Now whether you agree with her motives or not, you should concede it takes a very strong woman, and strong sense of commitment to do what she is doing. There are those who are denouncing her motives saying she is just using her grief and the death of her son for political gains, but then again many of those same denouncers are the ones who supported Terry Shiavo's parents who used their grief over their daughter for political gains (the denouncers political gains, not the parents). But the left isn't blameless either, just look at the recent attack adds on Judge Roberts NARAL pulled because they were just too damn mean (and by and large, blatantly ignored the facts). Both sides like twisting the truth for their own political gains.

To be honest, I don't really care about all of that. It's back story. Here's my real issue. In her protests Sheehan asked if this war was so important why hasn't he (President Bush) sent his daughters off to Iraq. This question, if you recall, was used by Michael Moore in his documentary Fahrenheit 9/11 as he approached Senators who voted for the war whether they would enlist their children to fight. The point being, if the Senators and President Bush aren't willing to sacrifice their own children it must not be a just war. I find that to be very flawed reasoning for a few reasons. First, I can't think of a single parent who would willingly sacrifice their children's lives for any cause. There are parents who swell with pride when their children choose to join the army, and fight for their country, even with a strong possibility that their children will die fighting. That being said, no parent I know would sign their children up themselves if given the choice.
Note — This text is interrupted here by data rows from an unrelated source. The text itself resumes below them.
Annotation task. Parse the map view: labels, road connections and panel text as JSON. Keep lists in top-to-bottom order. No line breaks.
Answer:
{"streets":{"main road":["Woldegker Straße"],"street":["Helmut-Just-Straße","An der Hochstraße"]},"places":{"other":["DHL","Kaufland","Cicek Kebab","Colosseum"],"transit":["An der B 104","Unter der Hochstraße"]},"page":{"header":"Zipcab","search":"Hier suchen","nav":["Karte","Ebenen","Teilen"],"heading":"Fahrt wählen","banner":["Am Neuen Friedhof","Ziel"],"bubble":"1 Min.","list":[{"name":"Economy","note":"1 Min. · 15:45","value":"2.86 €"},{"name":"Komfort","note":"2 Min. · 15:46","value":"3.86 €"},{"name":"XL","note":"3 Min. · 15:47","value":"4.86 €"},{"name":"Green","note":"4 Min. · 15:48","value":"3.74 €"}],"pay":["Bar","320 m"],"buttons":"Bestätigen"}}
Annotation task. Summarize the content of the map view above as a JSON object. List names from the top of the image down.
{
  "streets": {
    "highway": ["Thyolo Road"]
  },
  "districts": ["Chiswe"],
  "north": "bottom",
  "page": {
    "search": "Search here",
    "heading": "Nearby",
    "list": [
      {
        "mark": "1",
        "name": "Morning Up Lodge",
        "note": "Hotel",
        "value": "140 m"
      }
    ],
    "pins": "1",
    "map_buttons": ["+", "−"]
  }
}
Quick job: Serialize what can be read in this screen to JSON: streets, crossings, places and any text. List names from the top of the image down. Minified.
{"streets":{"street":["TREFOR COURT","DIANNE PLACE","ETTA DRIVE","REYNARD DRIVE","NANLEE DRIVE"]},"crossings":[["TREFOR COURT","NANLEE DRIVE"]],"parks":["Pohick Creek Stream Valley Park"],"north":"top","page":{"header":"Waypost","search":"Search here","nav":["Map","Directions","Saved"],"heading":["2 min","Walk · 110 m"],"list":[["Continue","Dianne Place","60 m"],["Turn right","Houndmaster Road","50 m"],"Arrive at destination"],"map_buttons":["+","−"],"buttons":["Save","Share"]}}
Which brings me to the second reason. It's not the parents choice. My parents can't sign me up for the military. The only person who can sign me up is me. Even if they wanted me to be a soldier, if I didn't want to be a soldier, there was nothing they could legally do about it. The same is true for the first daughters. Even if President Bush wanted them in the army (which I doubt he does, as Jon Stewart of the Daily show said, "Are you kidding, I thought we wanted to win this war?") with out their consent he couldn't do anything about it, legally. The same applies to the children of Senators, or Congressmen or women. It's the children who have to choose to volunteer, that's why it's called volunteering.

The question "would you send your children to war?" is a divisive one. There is no way one can answer it and look good, sound good, or be righteous. It's asked simply to make the recipient look selfish, greedy, and - for lack of a better word - bad. Bad as in evil, morally repugnant, and hypocritical. These sorts of questions just make protesters on both sides of the aisle less palatable to the other side. They just entrench us in our beliefs that those on the other side are wrong as we think to ourselves: "I mean look at the kind of cheap tricks they pull to get some sympathy." To really spark a helpful debate we need to start asking better questions, not just divisive ones.


writergurl said...

While your sentiment about most parents not voluntarily sending their children "off to war" is correct, you neglect the actual make up of our volunteer service. As Micheal Moore pointed out in Farenhiet 9/11, our Armed Forces, these days, are mostly made up of lower to lower middle class people. These are the people who parents can't afford to send them to college nor do these people's parents have the contacts needed to have their sons assigned to something like, oh say, the Texas Air National Guard like Bush's father did for him. Our service members who are fighting, dying and being maimed by this conflict (it's not a war, since Congress did not declare war upon Iraq) are often our poorest members of society. Meanwhile every child of the Senate, Congress, and Judicairy have the means available for them to have an option. The option? NOT to serve. In many, many cases, the ONLY reason our service members have volunteered is because that's the ONLY WAY they can break the cycle of poverty and gain some marketable skills. Mr. Bush's children have many options available to them. Just like the children of Conressional members and Senators. Mrs. Sheehan, whom you take such umbrage with, is not someone who has the contacts, and judging solely from what IS known about her and her family, they are amoung those who would be considered lower middle class as she worked as a youth minister at a Catholic church.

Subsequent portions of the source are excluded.